The code for the calculation of the distortion matrix of the camera can be found in the file ImageProcessor.py
. When constructing an object of the class ImageProcessor the funciton calibrate_camera
is called. This function checks whether the file camera_calibration_data.pickle
is available which contains the camera_matrix
and the camera_distortion_coefficients
. If that is not the case, the function
compute_camera_calibration
(ImageProcessor.py lines 29-58) is called, which computes the aforementioned camera_distortion_coefficients
and camera_matrix
using the provided calibration images and OpenCV's cv2.findChessboardCorners(gray, (9,6))
function. Afterwards the calibration data is stored in a pickle file for future use.
Below an example of an undistored image along with it's original, distorted counterpart is shown.

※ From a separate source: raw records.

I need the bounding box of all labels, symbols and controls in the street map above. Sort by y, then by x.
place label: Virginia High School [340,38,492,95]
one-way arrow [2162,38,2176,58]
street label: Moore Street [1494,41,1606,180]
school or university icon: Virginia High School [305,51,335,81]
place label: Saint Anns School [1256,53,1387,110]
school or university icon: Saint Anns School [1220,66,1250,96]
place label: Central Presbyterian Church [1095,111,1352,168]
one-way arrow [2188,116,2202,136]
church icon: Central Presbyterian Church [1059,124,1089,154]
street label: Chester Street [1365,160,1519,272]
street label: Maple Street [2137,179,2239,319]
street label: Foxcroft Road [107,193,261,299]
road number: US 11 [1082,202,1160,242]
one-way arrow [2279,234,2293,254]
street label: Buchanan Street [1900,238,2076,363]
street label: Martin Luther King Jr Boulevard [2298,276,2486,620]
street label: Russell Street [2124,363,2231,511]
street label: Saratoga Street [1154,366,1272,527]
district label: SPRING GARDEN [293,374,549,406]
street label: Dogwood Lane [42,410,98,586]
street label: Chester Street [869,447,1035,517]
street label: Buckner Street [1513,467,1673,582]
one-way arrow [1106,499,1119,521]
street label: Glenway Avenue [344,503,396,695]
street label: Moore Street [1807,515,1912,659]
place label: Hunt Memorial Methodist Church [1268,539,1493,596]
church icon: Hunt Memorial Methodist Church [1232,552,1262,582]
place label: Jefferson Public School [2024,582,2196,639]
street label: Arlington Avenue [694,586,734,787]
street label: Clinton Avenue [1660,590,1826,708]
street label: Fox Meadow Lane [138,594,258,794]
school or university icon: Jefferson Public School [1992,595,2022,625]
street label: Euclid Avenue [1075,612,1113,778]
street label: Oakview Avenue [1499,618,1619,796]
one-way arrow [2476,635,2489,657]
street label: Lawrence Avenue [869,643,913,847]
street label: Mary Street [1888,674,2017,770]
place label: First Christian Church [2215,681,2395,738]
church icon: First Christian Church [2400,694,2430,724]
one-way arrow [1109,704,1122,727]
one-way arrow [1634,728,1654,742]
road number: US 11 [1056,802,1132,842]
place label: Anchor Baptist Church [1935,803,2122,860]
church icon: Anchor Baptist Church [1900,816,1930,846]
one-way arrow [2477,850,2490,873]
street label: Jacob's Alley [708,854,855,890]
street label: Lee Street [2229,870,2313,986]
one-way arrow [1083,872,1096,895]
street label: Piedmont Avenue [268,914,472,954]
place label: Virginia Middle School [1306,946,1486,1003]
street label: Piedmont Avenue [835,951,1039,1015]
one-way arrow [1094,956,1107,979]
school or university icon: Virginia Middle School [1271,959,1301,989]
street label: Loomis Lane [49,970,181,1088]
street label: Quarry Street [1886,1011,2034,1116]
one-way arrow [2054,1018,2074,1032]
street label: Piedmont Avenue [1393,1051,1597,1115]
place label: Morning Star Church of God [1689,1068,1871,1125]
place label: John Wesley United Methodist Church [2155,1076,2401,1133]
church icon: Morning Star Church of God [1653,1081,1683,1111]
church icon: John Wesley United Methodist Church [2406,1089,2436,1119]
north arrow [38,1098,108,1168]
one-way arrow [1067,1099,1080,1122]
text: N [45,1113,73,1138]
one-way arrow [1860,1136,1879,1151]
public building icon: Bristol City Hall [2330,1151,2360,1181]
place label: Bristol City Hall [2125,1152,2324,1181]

The next step is the computation of a transformation matrix to compute the perspective transform. Therefore, for points comprising a rectangle in the transformed image are needed. For this project, I used the following source and destination points to calculate the transformation and inverse transformation matrix.
Source | Destination |
---|---|
595, 450 | 440, 0 |
690, 450 | 840, 0 |
216, 720 | 440, 720 |
1115, 720 | 840, 720 |
The class ImageProcessor.py
also handles the perspective transformation.
The code for this can be found in lines 85-10 in the file ImageProcessor.py
. The transformation matrices are computed using the
cv2.getPerspectiveTransform
function from OpenCV (cf. line 22 and 24 in ImageProcessor.py
)
Below you can find an example image in original and transformed space, respectively.
As discussed in the lecture, a combination of different binary thresholds is used to try to identify possible lane line pixels. In this project I used the following combination of thresholds:
- A [90,255] threshold on the s-channel of the image in hls color-space
- A [30,150] threshold on the x-gradient of the image computed using the sobel operator
- An or combination of the two thresholds above to obtain the final mask
The code for this masking operation can be found in
ImageProcessor.py
in lines 100-140. The pictures below shows an images to which this thresholding operation has been applied. Note that thresholding operation is performed on unwarped images, as this worked better.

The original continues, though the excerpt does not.